FOLHA - E os clubes de futebol?
MARINHO
- A Previdência não pode ser sangrada por isso. Se tem renúncia fiscal, o Tesouro tem que reembolsar a Previdência. Não quero entrar no mérito, mas tira do meu colo.

FOLHA - O governo vem negociando com aposentados uma pauta extensa. Será possível antecipar metade do 13º para julho como pedem?
MARINHO
- Estou seguro de que vamos conseguir antecipar neste ano o 13º para o mesmo período do ano passado [setembro]. Para julho acho que neste ano talvez não será possível. Vamos continuar trabalhando. Se não der neste ano, vamos trabalhar para o ano que vem. Desejo fazer com que essa questão do 13º a gente crie condições de assumir um compromisso com os aposentados, não estou assumindo ainda o compromisso de se tornar algo permanente, para não ter que ficar todo ano discutindo a mesma coisa. O aposentado aí saberá que todo ano naquele mês pode contar com metade do 13º.

FOLHA - Na quinta-feira, o sr. viveu um incidente com um grupo de aposentados que afirmam que o carro oficial em que o sr. estava atropelou manifestantes. O que aconteceu?
MARINHO
- Eu sinceramente não entendi. Dizer que eu não tenho espaço para o diálogo? Todos são testemunhas de que eu tenho. Ontem [quinta-feira] não tinha agenda marcada com os companheiros. Estava saindo atrasado para uma audiência no Palácio do Planalto. Eu nem sabia da manifestação. Foi uma falha de assessoria, que merece um puxão de orelha.
Se eu soubesse, não sairia no meio da manifestação.
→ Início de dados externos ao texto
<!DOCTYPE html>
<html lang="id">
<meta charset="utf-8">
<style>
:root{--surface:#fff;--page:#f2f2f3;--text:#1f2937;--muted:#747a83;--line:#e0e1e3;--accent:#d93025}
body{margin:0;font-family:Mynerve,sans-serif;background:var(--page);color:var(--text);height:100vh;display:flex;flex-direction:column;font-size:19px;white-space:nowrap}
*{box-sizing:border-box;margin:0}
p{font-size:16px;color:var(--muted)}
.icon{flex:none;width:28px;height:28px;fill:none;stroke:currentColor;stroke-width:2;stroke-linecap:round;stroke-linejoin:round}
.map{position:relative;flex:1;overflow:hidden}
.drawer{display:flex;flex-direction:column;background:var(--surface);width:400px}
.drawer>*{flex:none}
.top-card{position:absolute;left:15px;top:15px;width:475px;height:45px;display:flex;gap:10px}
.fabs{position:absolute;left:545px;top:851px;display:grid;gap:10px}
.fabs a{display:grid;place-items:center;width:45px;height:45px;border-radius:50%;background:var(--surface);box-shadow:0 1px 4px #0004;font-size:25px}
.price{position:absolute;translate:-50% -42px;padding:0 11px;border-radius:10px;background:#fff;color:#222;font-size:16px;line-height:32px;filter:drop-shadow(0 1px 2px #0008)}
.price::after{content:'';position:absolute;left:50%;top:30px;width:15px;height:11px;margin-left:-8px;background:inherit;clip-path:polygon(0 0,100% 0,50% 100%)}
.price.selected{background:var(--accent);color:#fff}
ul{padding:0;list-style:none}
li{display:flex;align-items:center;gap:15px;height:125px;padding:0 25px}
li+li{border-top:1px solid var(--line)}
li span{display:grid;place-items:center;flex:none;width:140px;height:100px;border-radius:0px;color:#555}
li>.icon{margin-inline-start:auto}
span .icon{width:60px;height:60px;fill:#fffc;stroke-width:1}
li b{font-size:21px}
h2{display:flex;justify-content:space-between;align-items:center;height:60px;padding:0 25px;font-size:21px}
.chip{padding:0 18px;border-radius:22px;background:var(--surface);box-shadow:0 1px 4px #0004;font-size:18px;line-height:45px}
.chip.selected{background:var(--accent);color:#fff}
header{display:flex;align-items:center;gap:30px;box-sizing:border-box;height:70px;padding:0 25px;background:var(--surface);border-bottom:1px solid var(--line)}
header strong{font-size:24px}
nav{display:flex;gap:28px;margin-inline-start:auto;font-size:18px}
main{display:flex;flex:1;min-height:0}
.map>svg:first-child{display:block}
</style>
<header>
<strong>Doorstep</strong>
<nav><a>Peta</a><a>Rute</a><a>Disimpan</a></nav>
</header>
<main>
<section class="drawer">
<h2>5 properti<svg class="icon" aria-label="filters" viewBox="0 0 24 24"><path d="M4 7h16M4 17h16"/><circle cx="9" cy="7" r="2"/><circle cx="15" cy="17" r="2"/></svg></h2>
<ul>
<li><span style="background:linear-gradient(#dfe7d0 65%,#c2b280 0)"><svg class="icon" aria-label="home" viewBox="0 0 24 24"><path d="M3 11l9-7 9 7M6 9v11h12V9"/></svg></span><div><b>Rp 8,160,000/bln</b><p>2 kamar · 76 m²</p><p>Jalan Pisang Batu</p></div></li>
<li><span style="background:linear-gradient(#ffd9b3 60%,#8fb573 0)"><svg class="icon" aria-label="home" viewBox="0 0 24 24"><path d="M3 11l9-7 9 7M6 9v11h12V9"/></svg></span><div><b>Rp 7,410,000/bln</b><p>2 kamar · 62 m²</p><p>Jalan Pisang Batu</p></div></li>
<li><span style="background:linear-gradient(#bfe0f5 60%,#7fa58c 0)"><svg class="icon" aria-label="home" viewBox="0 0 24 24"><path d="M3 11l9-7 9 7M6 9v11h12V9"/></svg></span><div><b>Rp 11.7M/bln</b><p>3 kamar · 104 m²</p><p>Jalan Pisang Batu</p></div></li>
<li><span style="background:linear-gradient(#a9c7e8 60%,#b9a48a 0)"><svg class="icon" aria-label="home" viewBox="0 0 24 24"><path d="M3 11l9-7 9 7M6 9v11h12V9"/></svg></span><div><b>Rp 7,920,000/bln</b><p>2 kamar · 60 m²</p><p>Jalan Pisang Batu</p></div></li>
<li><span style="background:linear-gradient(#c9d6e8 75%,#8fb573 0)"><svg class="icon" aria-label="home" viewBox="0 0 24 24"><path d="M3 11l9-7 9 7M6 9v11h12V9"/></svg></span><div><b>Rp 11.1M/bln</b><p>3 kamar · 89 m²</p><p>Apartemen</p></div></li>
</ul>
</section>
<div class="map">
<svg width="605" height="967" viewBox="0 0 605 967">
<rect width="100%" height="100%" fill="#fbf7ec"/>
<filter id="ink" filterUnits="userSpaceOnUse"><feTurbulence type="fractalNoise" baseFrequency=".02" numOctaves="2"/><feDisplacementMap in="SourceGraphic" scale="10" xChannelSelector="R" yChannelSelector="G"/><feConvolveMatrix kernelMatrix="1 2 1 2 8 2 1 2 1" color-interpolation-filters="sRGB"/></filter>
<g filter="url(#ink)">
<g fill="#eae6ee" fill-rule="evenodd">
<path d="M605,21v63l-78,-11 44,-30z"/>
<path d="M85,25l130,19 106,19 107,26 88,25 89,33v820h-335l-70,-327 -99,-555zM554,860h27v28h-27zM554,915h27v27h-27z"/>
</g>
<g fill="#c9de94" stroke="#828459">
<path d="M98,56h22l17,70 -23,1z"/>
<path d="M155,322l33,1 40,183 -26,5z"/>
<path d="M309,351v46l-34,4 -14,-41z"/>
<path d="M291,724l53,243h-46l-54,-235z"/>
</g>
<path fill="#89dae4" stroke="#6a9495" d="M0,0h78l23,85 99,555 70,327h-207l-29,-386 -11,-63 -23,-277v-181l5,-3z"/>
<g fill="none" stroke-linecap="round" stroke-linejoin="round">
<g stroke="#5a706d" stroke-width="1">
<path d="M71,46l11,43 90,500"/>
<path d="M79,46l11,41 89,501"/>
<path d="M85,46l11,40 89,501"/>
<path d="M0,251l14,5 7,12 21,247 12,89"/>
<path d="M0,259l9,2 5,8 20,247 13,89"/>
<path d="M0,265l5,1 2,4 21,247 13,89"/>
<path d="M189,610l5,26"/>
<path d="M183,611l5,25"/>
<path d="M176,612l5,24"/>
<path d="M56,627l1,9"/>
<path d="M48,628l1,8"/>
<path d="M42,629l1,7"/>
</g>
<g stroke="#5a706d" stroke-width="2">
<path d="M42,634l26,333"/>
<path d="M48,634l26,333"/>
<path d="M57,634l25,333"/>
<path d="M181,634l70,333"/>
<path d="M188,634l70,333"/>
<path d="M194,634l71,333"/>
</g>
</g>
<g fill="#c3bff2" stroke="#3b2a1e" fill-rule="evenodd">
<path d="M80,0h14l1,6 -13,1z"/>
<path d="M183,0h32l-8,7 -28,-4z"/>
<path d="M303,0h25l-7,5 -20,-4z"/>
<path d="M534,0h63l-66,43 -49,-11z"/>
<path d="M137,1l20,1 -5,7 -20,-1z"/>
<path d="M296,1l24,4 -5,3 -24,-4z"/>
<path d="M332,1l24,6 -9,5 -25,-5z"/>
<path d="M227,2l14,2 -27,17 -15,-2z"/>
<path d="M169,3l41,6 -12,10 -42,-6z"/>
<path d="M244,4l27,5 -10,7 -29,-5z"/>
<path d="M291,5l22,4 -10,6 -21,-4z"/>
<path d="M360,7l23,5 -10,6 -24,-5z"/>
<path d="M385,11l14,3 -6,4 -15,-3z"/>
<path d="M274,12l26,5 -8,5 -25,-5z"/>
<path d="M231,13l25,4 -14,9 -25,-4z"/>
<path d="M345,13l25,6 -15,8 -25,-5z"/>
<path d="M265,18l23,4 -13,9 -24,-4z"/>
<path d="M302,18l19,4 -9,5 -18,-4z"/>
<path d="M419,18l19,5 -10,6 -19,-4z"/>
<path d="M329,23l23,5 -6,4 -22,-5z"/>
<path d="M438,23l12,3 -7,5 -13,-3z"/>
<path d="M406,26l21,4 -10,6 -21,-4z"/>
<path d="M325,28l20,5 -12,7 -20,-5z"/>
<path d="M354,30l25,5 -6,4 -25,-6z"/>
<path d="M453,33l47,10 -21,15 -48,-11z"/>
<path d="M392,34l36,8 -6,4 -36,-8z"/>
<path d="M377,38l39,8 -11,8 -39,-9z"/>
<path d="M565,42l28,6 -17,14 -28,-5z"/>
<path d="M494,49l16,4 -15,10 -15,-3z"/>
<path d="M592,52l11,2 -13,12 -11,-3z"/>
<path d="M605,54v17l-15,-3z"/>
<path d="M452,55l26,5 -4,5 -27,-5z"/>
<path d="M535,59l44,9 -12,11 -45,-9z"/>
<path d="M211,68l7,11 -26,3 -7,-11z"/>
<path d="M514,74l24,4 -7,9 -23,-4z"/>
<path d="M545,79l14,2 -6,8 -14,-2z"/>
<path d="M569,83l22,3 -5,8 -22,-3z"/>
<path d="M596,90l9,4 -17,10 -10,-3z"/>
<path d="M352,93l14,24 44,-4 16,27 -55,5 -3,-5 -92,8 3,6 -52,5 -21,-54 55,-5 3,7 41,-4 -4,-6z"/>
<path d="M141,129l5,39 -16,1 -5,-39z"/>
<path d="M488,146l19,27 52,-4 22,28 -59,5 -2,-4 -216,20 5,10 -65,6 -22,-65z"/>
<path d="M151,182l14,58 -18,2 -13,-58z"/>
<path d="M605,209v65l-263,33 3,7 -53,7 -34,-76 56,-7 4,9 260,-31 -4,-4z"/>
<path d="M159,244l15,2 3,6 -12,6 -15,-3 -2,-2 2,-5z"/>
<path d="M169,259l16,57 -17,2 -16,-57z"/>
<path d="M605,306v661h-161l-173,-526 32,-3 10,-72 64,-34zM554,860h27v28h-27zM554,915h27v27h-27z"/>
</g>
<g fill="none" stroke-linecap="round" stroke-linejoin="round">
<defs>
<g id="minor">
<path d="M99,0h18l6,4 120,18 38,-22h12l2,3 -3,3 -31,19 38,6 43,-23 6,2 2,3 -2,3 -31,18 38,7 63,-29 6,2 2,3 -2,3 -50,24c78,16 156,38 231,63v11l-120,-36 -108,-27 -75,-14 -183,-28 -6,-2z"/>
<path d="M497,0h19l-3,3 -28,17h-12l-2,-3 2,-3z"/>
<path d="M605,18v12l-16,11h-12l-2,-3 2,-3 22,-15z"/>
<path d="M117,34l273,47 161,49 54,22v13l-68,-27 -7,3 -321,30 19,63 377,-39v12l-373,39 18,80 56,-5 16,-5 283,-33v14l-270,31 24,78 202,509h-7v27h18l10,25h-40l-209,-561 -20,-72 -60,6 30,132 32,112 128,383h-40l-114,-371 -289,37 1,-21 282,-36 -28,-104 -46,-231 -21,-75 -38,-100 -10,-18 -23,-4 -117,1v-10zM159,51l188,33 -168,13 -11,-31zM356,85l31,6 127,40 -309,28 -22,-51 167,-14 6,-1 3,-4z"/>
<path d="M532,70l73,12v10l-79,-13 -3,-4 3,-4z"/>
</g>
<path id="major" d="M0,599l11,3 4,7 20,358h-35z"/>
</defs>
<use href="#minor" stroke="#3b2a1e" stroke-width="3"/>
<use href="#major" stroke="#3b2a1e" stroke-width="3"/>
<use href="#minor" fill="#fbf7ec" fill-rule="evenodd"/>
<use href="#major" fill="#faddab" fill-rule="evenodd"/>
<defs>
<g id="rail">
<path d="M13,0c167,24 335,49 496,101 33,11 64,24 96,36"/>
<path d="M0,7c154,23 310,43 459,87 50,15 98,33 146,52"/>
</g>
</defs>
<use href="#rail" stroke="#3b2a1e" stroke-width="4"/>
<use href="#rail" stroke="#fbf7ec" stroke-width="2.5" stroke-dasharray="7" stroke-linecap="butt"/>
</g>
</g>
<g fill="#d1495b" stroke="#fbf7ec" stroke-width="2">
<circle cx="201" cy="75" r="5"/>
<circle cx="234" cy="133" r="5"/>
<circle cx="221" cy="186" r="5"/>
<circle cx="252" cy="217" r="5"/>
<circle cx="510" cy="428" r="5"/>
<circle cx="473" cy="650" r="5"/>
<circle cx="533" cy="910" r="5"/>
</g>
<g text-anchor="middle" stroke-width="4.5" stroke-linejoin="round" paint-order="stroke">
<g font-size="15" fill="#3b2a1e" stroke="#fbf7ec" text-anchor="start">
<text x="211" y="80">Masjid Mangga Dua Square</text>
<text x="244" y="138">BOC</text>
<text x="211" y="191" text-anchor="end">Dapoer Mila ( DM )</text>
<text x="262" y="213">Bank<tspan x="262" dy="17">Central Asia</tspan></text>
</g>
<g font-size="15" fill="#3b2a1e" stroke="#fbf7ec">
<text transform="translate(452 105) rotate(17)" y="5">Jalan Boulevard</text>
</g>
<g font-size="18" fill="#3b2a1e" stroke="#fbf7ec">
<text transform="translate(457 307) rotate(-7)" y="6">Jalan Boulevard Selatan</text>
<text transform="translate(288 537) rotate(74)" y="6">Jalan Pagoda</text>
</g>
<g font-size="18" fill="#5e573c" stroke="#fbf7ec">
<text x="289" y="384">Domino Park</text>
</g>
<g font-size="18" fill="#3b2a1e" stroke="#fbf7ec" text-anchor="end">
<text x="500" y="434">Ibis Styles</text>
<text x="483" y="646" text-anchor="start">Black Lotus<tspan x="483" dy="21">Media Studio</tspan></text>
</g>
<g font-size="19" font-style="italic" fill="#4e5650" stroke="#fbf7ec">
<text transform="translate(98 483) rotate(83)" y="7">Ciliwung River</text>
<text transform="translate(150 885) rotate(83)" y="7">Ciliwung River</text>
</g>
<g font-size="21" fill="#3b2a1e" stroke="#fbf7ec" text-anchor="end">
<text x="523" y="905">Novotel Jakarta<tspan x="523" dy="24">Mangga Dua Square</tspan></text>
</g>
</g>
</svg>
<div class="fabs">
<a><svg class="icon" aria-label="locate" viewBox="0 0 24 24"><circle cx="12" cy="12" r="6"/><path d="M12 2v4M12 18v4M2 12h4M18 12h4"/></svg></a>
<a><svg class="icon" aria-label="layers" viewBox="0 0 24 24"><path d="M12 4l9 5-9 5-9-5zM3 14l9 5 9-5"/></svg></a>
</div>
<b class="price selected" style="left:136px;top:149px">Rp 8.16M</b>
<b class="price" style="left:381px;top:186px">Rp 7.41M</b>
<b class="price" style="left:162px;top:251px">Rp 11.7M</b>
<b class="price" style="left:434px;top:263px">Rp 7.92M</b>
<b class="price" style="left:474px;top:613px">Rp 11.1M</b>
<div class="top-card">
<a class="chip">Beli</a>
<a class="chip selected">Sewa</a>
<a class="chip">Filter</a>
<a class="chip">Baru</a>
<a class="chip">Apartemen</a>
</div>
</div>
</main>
Se estou com tempo, saio, mas sem tempo não vou sair para causar eventual tumulto. Eu saí, cumprimentei e entrei no carro.
Quando estou saindo, o pessoal veio agredir o carro. Uma agressão inexplicável. Estou profundamente chateado com esse troço. Como é que pode um incidente gratuito desses? O carro saiu cantando pneu, disseram eles. É conversa mole.
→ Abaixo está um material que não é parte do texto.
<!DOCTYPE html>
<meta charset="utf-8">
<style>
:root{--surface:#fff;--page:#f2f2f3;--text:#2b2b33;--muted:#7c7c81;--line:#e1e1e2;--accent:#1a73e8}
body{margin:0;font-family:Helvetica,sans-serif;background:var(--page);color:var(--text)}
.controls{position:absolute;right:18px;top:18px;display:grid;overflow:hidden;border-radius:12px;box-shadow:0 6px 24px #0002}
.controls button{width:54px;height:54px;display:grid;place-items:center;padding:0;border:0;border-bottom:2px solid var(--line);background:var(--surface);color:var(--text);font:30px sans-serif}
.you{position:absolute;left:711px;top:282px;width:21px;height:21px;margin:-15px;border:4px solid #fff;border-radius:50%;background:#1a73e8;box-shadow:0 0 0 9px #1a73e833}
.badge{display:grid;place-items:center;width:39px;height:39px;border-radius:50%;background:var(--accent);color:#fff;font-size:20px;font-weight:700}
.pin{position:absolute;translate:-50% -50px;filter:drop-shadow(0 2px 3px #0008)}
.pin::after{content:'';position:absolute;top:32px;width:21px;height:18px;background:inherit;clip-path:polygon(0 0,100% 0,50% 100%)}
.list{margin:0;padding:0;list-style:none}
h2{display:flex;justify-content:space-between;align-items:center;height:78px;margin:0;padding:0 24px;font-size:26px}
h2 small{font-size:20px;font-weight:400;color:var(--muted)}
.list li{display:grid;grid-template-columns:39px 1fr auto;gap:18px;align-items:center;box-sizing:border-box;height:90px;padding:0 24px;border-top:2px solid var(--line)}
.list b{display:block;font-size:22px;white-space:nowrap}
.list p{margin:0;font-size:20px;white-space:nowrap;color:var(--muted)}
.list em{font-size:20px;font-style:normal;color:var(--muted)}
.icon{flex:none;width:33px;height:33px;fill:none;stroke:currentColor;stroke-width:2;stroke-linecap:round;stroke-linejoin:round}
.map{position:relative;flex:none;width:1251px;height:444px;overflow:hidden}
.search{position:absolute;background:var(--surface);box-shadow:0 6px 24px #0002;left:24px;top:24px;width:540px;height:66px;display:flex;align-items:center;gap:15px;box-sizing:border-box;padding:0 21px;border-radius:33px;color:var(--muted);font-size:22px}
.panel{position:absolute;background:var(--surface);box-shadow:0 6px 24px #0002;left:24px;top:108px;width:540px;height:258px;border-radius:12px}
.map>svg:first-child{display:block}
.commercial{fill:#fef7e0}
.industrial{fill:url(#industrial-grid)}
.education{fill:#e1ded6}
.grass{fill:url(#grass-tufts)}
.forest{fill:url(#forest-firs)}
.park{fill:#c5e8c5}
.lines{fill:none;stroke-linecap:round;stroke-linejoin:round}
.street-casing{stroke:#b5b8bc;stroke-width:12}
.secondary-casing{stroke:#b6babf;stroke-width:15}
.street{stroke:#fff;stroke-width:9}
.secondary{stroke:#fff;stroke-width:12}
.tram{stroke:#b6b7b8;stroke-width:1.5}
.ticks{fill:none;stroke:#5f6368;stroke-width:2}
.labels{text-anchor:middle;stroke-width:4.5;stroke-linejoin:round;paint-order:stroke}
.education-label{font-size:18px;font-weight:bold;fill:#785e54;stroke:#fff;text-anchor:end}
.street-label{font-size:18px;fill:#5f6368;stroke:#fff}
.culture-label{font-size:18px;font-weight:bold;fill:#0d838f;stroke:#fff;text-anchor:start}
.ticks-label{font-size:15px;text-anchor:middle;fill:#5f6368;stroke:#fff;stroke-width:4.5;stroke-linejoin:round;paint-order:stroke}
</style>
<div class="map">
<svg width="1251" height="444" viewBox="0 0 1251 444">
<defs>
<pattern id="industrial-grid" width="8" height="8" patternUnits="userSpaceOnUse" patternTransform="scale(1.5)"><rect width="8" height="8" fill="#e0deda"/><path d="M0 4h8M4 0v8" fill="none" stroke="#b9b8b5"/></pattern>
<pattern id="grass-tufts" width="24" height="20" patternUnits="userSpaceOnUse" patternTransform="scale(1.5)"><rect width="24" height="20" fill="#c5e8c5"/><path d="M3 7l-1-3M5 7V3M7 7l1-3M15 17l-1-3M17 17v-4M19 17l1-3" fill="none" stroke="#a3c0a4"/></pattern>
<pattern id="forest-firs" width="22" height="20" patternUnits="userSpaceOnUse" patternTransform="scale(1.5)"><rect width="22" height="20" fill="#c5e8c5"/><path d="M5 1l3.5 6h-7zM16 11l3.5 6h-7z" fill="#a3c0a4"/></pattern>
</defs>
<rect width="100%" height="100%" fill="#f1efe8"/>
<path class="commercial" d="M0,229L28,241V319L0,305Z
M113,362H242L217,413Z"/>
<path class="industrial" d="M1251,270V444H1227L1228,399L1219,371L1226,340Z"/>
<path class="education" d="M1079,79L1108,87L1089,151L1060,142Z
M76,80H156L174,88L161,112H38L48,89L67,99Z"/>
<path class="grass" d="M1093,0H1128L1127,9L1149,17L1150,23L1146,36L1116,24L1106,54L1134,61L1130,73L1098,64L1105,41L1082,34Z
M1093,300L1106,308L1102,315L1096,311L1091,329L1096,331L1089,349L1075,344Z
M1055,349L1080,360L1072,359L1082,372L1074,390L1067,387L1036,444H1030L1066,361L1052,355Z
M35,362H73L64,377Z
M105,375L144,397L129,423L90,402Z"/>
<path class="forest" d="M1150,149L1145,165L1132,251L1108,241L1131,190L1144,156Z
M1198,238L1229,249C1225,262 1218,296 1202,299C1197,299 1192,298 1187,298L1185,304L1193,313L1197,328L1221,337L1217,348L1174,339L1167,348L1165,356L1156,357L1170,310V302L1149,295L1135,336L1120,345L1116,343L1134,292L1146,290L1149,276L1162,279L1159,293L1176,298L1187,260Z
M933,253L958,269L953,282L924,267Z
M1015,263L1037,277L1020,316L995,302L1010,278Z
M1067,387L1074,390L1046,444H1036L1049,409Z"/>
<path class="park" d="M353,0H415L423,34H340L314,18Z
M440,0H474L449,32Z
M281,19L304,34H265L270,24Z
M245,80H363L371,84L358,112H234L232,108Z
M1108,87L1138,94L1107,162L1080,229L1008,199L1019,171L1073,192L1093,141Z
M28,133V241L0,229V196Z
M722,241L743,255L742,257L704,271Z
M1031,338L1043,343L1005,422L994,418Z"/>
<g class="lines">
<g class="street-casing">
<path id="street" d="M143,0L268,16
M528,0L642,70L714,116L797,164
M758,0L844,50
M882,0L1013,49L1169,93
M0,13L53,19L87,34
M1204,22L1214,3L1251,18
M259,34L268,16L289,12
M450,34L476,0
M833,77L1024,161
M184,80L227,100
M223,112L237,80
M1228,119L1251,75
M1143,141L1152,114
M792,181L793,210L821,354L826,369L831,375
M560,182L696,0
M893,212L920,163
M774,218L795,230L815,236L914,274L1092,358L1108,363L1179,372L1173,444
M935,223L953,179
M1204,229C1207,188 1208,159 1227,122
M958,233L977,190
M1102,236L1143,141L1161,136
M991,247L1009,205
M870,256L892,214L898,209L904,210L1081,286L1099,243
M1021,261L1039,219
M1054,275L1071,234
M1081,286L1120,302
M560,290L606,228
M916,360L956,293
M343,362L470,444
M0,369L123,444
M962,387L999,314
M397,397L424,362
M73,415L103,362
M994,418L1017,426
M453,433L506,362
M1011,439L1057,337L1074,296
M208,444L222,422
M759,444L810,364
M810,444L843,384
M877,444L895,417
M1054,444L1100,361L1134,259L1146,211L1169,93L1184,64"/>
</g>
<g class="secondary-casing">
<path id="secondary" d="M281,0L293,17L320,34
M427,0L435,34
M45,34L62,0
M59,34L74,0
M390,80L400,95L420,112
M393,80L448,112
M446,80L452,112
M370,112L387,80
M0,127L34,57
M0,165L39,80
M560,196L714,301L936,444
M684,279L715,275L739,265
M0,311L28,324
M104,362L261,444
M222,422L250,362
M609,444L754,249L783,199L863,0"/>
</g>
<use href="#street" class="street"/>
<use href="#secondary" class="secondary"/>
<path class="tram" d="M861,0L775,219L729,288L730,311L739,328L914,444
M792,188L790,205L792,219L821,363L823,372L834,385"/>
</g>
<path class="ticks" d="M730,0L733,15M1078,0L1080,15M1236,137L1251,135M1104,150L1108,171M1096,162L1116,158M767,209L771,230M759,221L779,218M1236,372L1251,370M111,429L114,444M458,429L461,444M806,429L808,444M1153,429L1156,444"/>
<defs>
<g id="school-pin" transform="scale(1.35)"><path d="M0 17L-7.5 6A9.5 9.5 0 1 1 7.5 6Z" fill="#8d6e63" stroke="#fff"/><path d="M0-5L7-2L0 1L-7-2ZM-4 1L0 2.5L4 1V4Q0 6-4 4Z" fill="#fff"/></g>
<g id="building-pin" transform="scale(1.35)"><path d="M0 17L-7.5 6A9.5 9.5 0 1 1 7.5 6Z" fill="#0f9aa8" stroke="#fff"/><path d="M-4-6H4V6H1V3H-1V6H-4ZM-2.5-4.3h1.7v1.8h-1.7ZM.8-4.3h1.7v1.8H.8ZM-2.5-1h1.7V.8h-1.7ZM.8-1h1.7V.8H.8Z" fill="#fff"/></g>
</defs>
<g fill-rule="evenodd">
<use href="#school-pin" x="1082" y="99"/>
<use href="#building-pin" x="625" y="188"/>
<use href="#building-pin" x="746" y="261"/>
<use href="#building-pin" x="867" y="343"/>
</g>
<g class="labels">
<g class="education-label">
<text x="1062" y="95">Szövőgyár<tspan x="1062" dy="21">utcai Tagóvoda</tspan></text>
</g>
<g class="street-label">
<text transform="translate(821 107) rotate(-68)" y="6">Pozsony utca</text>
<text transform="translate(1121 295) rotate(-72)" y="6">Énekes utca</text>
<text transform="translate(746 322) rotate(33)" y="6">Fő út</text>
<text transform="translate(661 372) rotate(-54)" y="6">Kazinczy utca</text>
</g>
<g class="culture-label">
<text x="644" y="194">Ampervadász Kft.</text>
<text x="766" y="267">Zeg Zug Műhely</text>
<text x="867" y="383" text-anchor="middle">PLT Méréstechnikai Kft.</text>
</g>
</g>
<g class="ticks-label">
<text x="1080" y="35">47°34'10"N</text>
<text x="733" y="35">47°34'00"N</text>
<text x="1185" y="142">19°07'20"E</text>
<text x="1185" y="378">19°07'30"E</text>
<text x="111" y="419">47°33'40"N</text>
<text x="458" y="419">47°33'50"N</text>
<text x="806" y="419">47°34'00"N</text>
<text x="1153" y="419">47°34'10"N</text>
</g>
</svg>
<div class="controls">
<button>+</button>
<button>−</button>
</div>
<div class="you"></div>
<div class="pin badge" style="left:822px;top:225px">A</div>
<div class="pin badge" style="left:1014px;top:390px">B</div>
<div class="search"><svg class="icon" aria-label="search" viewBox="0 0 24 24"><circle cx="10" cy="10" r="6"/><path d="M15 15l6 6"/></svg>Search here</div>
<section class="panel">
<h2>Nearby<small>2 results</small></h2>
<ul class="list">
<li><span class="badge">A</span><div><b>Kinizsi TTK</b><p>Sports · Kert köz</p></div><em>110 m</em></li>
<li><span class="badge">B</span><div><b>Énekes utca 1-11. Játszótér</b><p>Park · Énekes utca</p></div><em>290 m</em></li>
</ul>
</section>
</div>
FOLHA - O Tesouro Nacional tem um projeto de leiloar a folha de pagamento do INSS, a exemplo de alguns Estados que leiloaram a folha do funcionalismo. O que o sr. acha?
MARINHO
- É completamente diferente. O assunto vai avançar, mas não no modelo que o Tesouro deseja. Não justifica, de fato, a Previdência pagar o que paga aos bancos. Mas talvez a saída não seja o modelo de leilão que o Tesouro quer. Vamos discutir e encontrar uma solução. Nós vamos chamar os bancos para negociar isso.
O leilão é discutível. Vamos conversar com o Tesouro para encontrar uma outra equação que atenda ao objetivo que está colocado, que é legítimo. Não pagar e receber, se possível.